Годы, последовавшие за смертью Брежнева, начались с повсеместного закручивания гаек. Сменивший его Андропов до этого в течение пятнадцати дет руководил КГБ и был в этих вопросах крупным специалистом. Он решил урегулировать проблемы страны крутыми мерами. Был усилен репрессивный арсенал. Изменен уголовный кодекс: теперь судьи могли изыскивать дополнительные мотивы для вынесения приговоров диссидентам и произвольно добавлять сроки тем, кто уже отбывал наказание. Разные меры были приняты, чтобы любые контакты с иностранцами считались криминальными. На политических заключенных давили все сильней и сильней, чтобы заставить их отказаться от бывшей активной деятельности.

В 1983 году Центральный Комитет коммунистической партии призвал к усилению атеистической пропаганды и это было грозным предупреждением для верующих. КГБ пошло в наступление на активных христиан.

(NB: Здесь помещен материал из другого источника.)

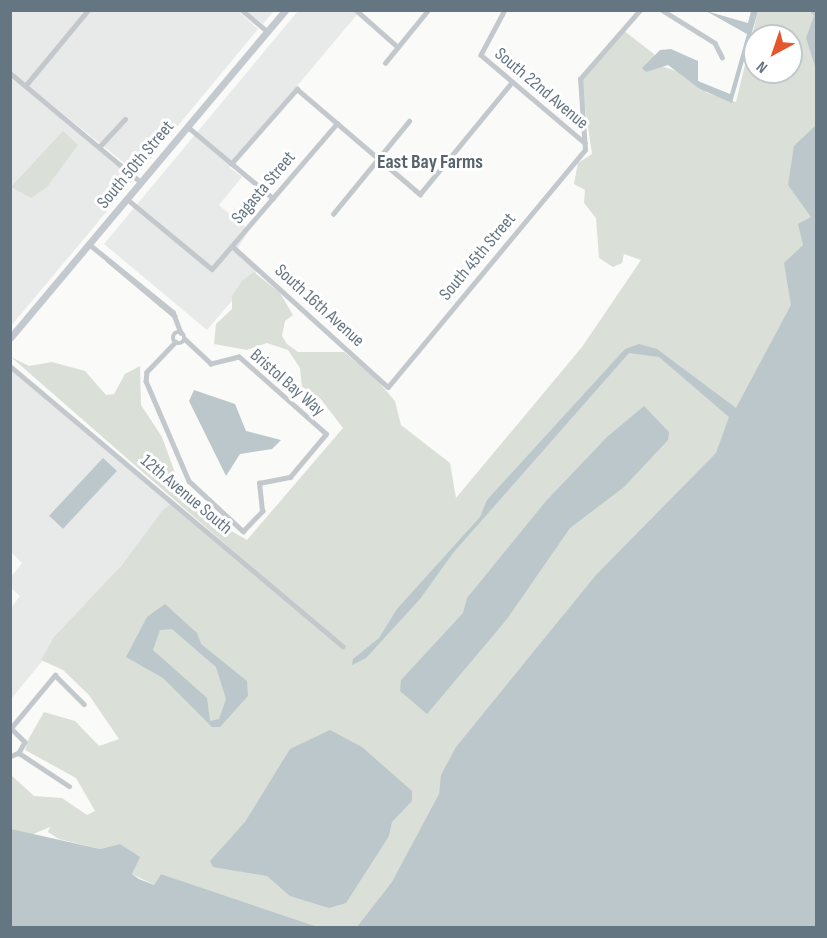 <!DOCTYPE html>
<html>
<head>
<meta charset="utf-8">
<style>
  body { margin:0 }
  #map { position:relative; width:827px; height:938px; overflow:hidden; background:#fafaf8; font-family:"Sofia Sans Condensed",sans-serif }
  div>[style] { position:absolute }
  [style*='--x'] { left:calc(var(--x)*1px); top:calc(var(--y)*1px); width:calc(var(--w)*1px); rotate:calc(var(--a)*1deg) }
  .built>* { inset:0; background:#e8e9e9 }
  .green>* { inset:0; background:#dadfd7 }
  .water>* { inset:0; background:#bbc7cb; transform-origin:0 0 }
  .street>* { height:4.5px; margin:-2.25px; padding:0 2.25px; transform-origin:2.25px; border-radius:2.25px; background:#c3c8cc }
  .street>.ring { margin:-2.25px; padding:0; box-sizing:content-box; background:none; border:4.5px solid #c3c8cc; border-radius:50% }
  .primary>* { height:7px; margin:-3.5px; padding:0 3.5px; transform-origin:3.5px; border-radius:3.5px; background:#c3c9ce }
  span { translate:-50% -50%; white-space:nowrap; text-align:center; line-height:1.15; -webkit-text-stroke:6px #fff; paint-order:stroke }
  .street-label { font-size:18px; color:#657683 }
  .neighbourhood-label { font-size:20px; color:#57646e; font-weight:700 }
  .frame { position:absolute; inset:0; border:12px solid #657683; pointer-events:none }
  .north { position:absolute; left:743px; top:24px; width:60px; height:60px; box-sizing:border-box; background:#fff; border:2px solid #c1c8cd; border-radius:50%; rotate:220deg; font-size:16px; font-weight:700; line-height:24px; text-align:center; color:#657683 }
  .north::after { content:''; display:block; margin:auto; width:21px; height:27px; background:#e4572e; clip-path:polygon(50% 0,100% 100%,50% 72%,0 100%) }
</style>
</head>
<body>
<div id="map">
  <div class="built">
    <i style="clip-path:polygon(11px 11px,87px 11px,25px 85px,11px 72px)"></i>
    <i style="clip-path:polygon(89px 11px,238px 11px,258px 29px,138px 174px,27px 85px)"></i>
    <i style="clip-path:polygon(247px 11px,274px 11px,263px 24px)"></i>
    <i style="clip-path:polygon(298px 11px,360px 11px,229px 167px,242px 177px,219px 205px,249px 230px,238px 248px,260px 268px,207px 330px,104px 244px)"></i>
    <i style="clip-path:polygon(11px 74px,134px 179px,11px 326px)"></i>
    <i style="clip-path:polygon(11px 368px,173px 502px,11px 699px,11px 608px,20px 596px,11px 588px,11px 577px,22px 563px,11px 552px)"></i>
  </div>
  <div class="green">
    <i style="clip-path:polygon(evenodd,810px 10px,816px 20px,816px 348px,380px 927px,318px 927px,161px 874px,154px 885px,132px 874px,135px 864px,120px 844px,100px 849px,59px 839px,48px 832px,50px 827px,31px 835px,11px 829px,10px 774px,34px 796px,62px 798px,87px 815px,95px 811px,76px 778px,25px 750px,28px 740px,44px 712px,75px 721px,99px 746px,119px 739px,89px 695px,63px 670px,41px 660px,54px 637px,121px 566px,163px 510px,173px 502px,248px 564px,11px 357px,29px 366px,52px 362px,85px 371px,106px 395px,114px 394px,125px 374px,140px 366px,141px 405px,162px 437px,178px 481px,221px 525px,247px 540px,343px 428px,320px 398px,302px 387px,300px 368px,288px 350px,267px 343px,247px 350px,214px 344px,216px 324px,232px 309px,232px 296px,242px 281px,254px 272px,280px 293px,293px 315px,285px 321px,282px 336px,287px 344px,298px 352px,344px 352px,375px 378px,395px 401px,401px 425px,450px 463px,456px 498px,582px 347px,641px 260px,624px 254px,622px 263px,613px 267px,599px 258px,596px 218px,584px 203px,585px 190px,574px 184px,578px 163px,592px 154px,581px 79px,623px 30px,654px 54px,658px 65px,685px 74px,707px 93px,736px 102px,758px 11px,810px 10px,755px 36px,791px 36px,791px 72px,755px 72px,755px 36px)"></i>
    <i style="clip-path:polygon(63px 131px,78px 145px,47px 187px,31px 198px,11px 187px)"></i>
  </div>
  <div class="water">
    <i style="clip-path:polygon(706px 11px,748px 23px,751px 11px,758px 11px,732px 103px,700px 89px,668px 65px,646px 72px,642px 68px,660px 50px,671px 49px,698px 61px,698px 81px,730px 94px,747px 34px)"></i>
    <i style="clip-path:polygon(810px 11px,816px 11px,816px 69px,806px 38px,814px 16px)"></i>
    <i style="clip-path:polygon(816px 125px,816px 927px,357px 927px,392px 882px,439px 794px,441px 775px,456px 747px,596px 575px,716px 453px,729px 417px,659px 357px,629px 353px,453px 553px,420px 599px,366px 658px,352px 665px,353px 659px,379px 638px,397px 609px,480px 517px,487px 500px,625px 349px,639px 344px,657px 349px,736px 408px,791px 305px,784px 263px,803px 245px,798px 224px,811px 217px,788px 185px,794px 146px)"></i>
    <i style="clip-path:polygon(194px 390px,235px 404px,246px 431px,281px 440px,272px 449px,240px 454px,226px 476px,189px 401px)"></i>
    <i style="clip-path:polygon(644px 406px,669px 432px,668px 440px,624px 487px,570px 528px,507px 619px,427px 714px,400px 691px,401px 680px,463px 613px,467px 598px,546px 501px,607px 437px)"></i>
    <i style="left:103px;top:458px;width:19px;height:79px;rotate:43deg"></i>
    <i style="clip-path:polygon(evenodd,165px 604px,197px 633px,201px 644px,247px 681px,248px 696px,220px 727px,212px 727px,163px 678px,126px 657px,147px 617px,165px 604px,172px 629px,216px 667px,226px 699px,219px 719px,210px 721px,207px 698px,153px 650px,160px 630px,172px 629px)"></i>
    <i style="clip-path:polygon(330px 730px,362px 747px,412px 791px,412px 801px,392px 822px,389px 836px,346px 903px,329px 908px,290px 896px,267px 876px,213px 867px,210px 861px,245px 822px,290px 749px)"></i>
    <i style="clip-path:polygon(11px 829px,100px 849px,120px 844px,140px 857px,132px 874px,139px 879px,154px 885px,161px 874px,318px 927px,11px 927px)"></i>
  </div>
  <div class="street">
    <i style="--x:242;--y:10;--w:34;--a:40"></i>
    <i style="--x:356;--y:10;--w:56;--a:41.4"></i>
    <i style="--x:505;--y:10;--w:51;--a:118.1"></i>
    <i style="--x:481;--y:55;--w:136;--a:40.2"></i>
    <i style="--x:662;--y:10;--w:62;--a:31.9"></i>
    <i style="--x:715;--y:43;--w:16;--a:63"></i>
    <i style="--x:385;--y:63;--w:68;--a:-50.9"></i>
    <i style="--x:10;--y:73;--w:170;--a:39.8"></i>
    <i style="--x:26;--y:85;--w:97;--a:-50.4"></i>
    <i style="--x:188;--y:127;--w:111;--a:39.9"></i>
    <i style="--x:99;--y:147;--w:38;--a:-47"></i>
    <i style="--x:231;--y:164;--w:100;--a:-48.7"></i>
    <i style="--x:297;--y:89;--w:162;--a:40.5"></i>
    <i style="--x:420;--y:194;--w:145;--a:-50.6"></i>
    <i style="--x:127;--y:199;--w:110;--a:39.5"></i>
    <i style="--x:212;--y:269;--w:192;--a:-49.4"></i>
    <i style="--x:333;--y:214;--w:120;--a:-50.7"></i>
    <i style="--x:89;--y:244;--w:108;--a:39"></i>
    <i style="--x:173;--y:312;--w:22;--a:69"></i>
    <i style="--x:232;--y:246;--w:210;--a:42.1"></i>
    <i style="--x:388;--y:387;--w:308;--a:-50.3"></i>
    <i style="--x:585;--y:150;--w:71;--a:-94"></i>
    <i style="--x:580;--y:79;--w:91;--a:-49"></i>
    <i style="--x:108;--y:260;--w:87;--a:39.9"></i>
    <i class="ring" style="left:173.5px;top:332.5px;width:6.5px;height:6.5px"></i>
    <i style="--x:176;--y:342;--w:42;--a:134"></i>
    <i style="--x:147;--y:372;--w:9;--a:96"></i>
    <i style="--x:146;--y:381;--w:109;--a:66.7"></i>
    <i style="--x:189;--y:481;--w:74;--a:42.8"></i>
    <i style="--x:243;--y:531;--w:28;--a:-46"></i>
    <i style="--x:262;--y:511;--w:28;--a:-96"></i>
    <i style="--x:259;--y:483;--w:32;--a:-11"></i>
    <i style="--x:290;--y:477;--w:56;--a:-50.1"></i>
    <i style="--x:326;--y:434;--w:116;--a:-138.5"></i>
    <i style="--x:239;--y:357;--w:29;--a:166"></i>
    <i style="--x:211;--y:364;--w:35;--a:-137"></i>
    <i style="--x:10;--y:366;--w:435;--a:40.1"></i>
    <i style="--x:10;--y:727;--w:21;--a:45"></i>
    <i style="--x:25;--y:742;--w:13;--a:119"></i>
    <i style="--x:19;--y:753;--w:10;--a:156"></i>
    <i style="--x:11;--y:728;--w:69;--a:-50.3"></i>
    <i style="--x:55;--y:675;--w:41;--a:45"></i>
    <i style="--x:19;--y:753;--w:60;--a:33.4"></i>
  </div>
  <div class="primary">
    <i style="--x:10;--y:338;--w:428;--a:-50"></i>
  </div>
  <div class="street-label">
    <span style="left:541px;top:89px;rotate:40deg">South 22nd Avenue</span>
    <span style="left:136px;top:165px;rotate:-50deg">South 50th Street</span>
    <span style="left:264px;top:188px;rotate:-50deg">Sagasta Street</span>
    <span style="left:478px;top:257px;rotate:-50deg">South 45th Street</span>
    <span style="left:319px;top:306px;rotate:42deg">South 16th Avenue</span>
    <span style="left:287px;top:383px;rotate:41deg">Bristol Bay Way</span>
    <span style="left:186px;top:495px;rotate:40deg">12th Avenue South</span>
  </div>
  <div class="neighbourhood-label">
    <span style="left:430px;top:162px">East Bay Farms</span>
  </div>
  <div class="frame"></div>
  <div class="north">N</div>
</div>
</body>
</html>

Над отцом Александром также сгустились тучи. В этот год был арестован один из бывших его духовных сыновей, который с ним порвал после того, как принял католичество. В дальнейшем он даже стал тайным католическим священником и собрал вокруг себя небольшую общину. В зловещей Лефортовской тюрьме не выдержал и в своих долгих признаниях скомпрометировал многих близких отца Александра и его самого. На этот раз КГБ, казалось, решило добычу не упускать.


После допроса

Отца стали вызывать на бесконечные ежедневные допросы, куда он отправлялся как на работу. Несколько раз, пока он не возвращался, думали, что его уже арестовали. В Новой Деревне и в Семхозе несколько раз производили обыски. Отец вынужден был прекратить всякую деятельность. Вот тогда он и впрягся в энциклопедию — Словарь по библиологии. Это была работа — так он считал — полезная для России и требовала она меньше душевного спокойствия, чем иной труд.[225]

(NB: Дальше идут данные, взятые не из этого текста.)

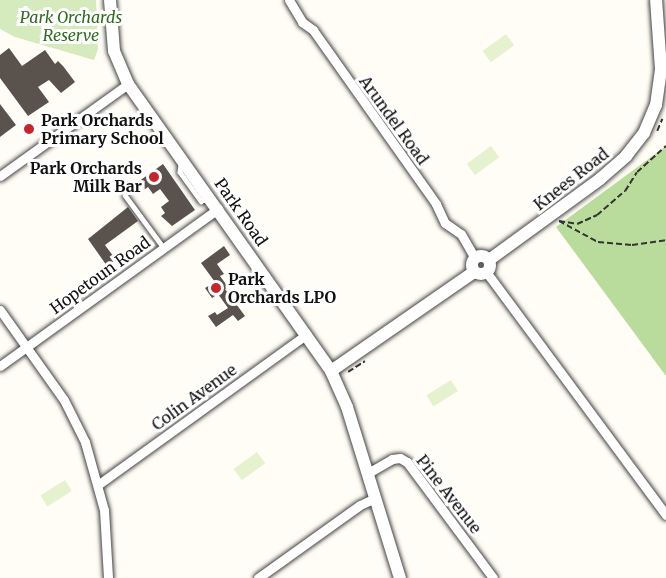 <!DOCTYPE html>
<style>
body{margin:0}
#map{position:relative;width:666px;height:578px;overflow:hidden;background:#fffdf5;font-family:Merriweather,serif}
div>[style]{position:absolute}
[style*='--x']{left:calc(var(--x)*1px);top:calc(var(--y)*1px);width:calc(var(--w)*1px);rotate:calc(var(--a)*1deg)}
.green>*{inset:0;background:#d5ebbd}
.forest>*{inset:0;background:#b9dc9c}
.pitch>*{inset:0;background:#e6f2cf;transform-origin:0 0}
.building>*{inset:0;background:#5a524d}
.path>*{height:1.5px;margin-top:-0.75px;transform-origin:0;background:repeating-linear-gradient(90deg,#333 0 6px,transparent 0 9px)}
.roads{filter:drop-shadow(0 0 2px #444) drop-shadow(0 0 2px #444)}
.service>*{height:4.5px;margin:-2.25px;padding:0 2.25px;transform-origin:2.25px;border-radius:2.25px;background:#fff}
.minor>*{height:9px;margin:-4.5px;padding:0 4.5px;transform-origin:4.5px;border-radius:4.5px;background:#fff}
.tertiary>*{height:12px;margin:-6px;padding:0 6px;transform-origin:6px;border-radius:6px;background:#fff}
.tertiary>.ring{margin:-6px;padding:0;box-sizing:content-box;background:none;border:12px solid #fff;border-radius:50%}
.dots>*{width:16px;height:16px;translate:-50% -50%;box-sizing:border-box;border:3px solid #fff;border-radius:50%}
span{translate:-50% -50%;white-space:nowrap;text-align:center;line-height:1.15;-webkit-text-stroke:6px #fff;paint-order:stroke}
.park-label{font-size:16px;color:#2f6b1f;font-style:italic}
.poi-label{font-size:16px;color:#111;font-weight:700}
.left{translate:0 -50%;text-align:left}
.right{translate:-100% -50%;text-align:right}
.street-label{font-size:16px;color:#111}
</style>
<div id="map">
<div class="green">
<div style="clip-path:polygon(0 0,96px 0,98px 49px,94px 60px,15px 37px,0 29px)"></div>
</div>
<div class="forest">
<div style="clip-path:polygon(666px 146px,666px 376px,556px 227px)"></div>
</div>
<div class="pitch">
<div style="left:506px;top:34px;width:14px;height:29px;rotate:54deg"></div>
<div style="left:491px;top:146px;width:14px;height:30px;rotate:54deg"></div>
<div style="left:451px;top:380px;width:13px;height:29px;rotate:58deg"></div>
<div style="left:257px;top:452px;width:14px;height:29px;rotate:54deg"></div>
<div style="left:65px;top:480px;width:13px;height:29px;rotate:58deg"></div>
</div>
<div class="building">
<div style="clip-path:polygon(9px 48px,22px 66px,45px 50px,55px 64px,58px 61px,63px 66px,75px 82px,61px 93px,49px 80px,38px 87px,49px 102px,28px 116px,0 78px,0 55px)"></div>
<div style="clip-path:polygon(0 104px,16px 125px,0 137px)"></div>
<div style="clip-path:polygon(163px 164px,195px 210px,172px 226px,161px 216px,165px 213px,161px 207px,169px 201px,160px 189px,153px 194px,148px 187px,141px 192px,135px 184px)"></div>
<div style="clip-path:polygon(128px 207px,138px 221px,105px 245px,116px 260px,107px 266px,88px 239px)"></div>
<div style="clip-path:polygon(224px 246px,230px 255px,217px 264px,224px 274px,220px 276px,228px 287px,225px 289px,245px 316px,238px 321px,233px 315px,216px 327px,208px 316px,215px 312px,217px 315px,228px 308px,218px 294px,212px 298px,205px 288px,215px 282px,201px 263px)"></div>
</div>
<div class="path">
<div style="--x:657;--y:131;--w:13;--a:-67"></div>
<div style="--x:559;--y:221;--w:18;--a:9"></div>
<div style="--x:577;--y:224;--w:22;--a:-24"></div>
<div style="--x:597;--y:215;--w:37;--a:-41"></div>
<div style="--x:625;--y:191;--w:22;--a:-58"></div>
<div style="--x:637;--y:172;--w:39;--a:-42"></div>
<div style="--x:559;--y:221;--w:44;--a:28.3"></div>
<div style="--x:598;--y:242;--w:34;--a:5"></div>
<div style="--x:632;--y:245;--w:34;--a:-8"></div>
<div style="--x:348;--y:372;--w:20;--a:-33"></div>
</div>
<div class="roads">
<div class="service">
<div style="--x:181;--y:165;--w:7;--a:98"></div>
<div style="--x:180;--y:172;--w:36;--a:54"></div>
<div style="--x:201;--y:201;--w:6;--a:0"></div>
<div style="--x:125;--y:195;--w:66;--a:53.7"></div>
</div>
<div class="minor">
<div style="--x:289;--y:0;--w:26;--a:59"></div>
<div style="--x:302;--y:22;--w:14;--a:36"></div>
<div style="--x:313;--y:30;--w:213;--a:54.7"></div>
<div style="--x:436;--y:204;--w:21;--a:65"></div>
<div style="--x:445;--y:223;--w:19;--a:35"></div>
<div style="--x:461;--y:234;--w:28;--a:60"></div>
<div style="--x:0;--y:176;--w:158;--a:-35.7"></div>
<div style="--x:487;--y:273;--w:301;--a:53.5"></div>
<div style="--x:0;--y:310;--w:110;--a:54.6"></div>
<div style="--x:64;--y:400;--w:47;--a:63.4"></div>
<div style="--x:85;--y:442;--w:71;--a:74.4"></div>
<div style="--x:104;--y:510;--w:68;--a:86.6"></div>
<div style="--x:0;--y:366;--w:269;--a:-35.8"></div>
<div style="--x:368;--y:473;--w:28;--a:-30"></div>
<div style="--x:392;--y:459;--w:8;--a:-7"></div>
<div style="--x:400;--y:458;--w:8;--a:30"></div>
<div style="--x:407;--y:462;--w:144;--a:53.4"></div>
<div style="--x:99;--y:484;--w:256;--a:-35.8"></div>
<div style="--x:258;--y:578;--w:125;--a:-35.6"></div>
<div style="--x:360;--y:505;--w:17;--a:-25"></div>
</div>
<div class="tertiary">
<div style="--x:110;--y:0;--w:51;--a:85.5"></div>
<div style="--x:114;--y:51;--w:36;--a:67"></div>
<div style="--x:128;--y:84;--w:352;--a:54.7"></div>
<div style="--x:331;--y:371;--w:39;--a:66"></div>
<div style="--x:347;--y:407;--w:179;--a:72.8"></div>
<div class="ring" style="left:472px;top:256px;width:6px;height:6px"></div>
<div style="--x:489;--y:260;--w:137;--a:-36.1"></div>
<div style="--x:600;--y:179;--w:35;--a:-41"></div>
<div style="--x:626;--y:156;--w:29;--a:-52"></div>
<div style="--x:644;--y:133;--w:30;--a:-67"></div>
<div style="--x:656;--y:105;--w:36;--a:-82"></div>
<div style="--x:661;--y:69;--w:69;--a:-94.1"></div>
<div style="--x:331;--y:371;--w:174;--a:-34.7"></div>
</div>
</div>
<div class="dots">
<div style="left:29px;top:129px;background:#c4262e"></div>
<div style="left:154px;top:177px;background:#c4262e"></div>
<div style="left:216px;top:288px;background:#c4262e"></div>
</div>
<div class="park-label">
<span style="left:71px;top:26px">Park Orchards<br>Reserve</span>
</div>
<div class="poi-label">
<span class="left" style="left:41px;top:129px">Park Orchards<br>Primary School</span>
<span class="right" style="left:142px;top:177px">Park Orchards<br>Milk Bar</span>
<span class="left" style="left:228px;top:288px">Park<br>Orchards LPO</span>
</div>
<div class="street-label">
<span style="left:394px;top:120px;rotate:54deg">Arundel Road</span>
<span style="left:571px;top:179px;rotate:-38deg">Knees Road</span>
<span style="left:241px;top:212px;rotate:55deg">Park Road</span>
<span style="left:100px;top:275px;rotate:-36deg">Hopetoun Road</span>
<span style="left:194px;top:397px;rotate:-36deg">Colin Avenue</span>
<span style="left:449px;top:494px;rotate:52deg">Pine Avenue</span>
</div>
</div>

Среди близких многие спрашивали себя, не следует ли ему покинуть страну. Но он никогда не одобрял тех, кого соблазняла эмиграция. Одному писателю он, например, сказал, когда тот приехал прощаться перед отъездом:

«Писателю надо жить дома, рукописи могут бродить где угодно, искать издателя, а наше место здесь. Люди ждут Слова».[226] В это время шлюз для эмиграции был практически перекрыт, но у КГБ отнюдь не вызвал бы неудовольствие отъезд отца Александра.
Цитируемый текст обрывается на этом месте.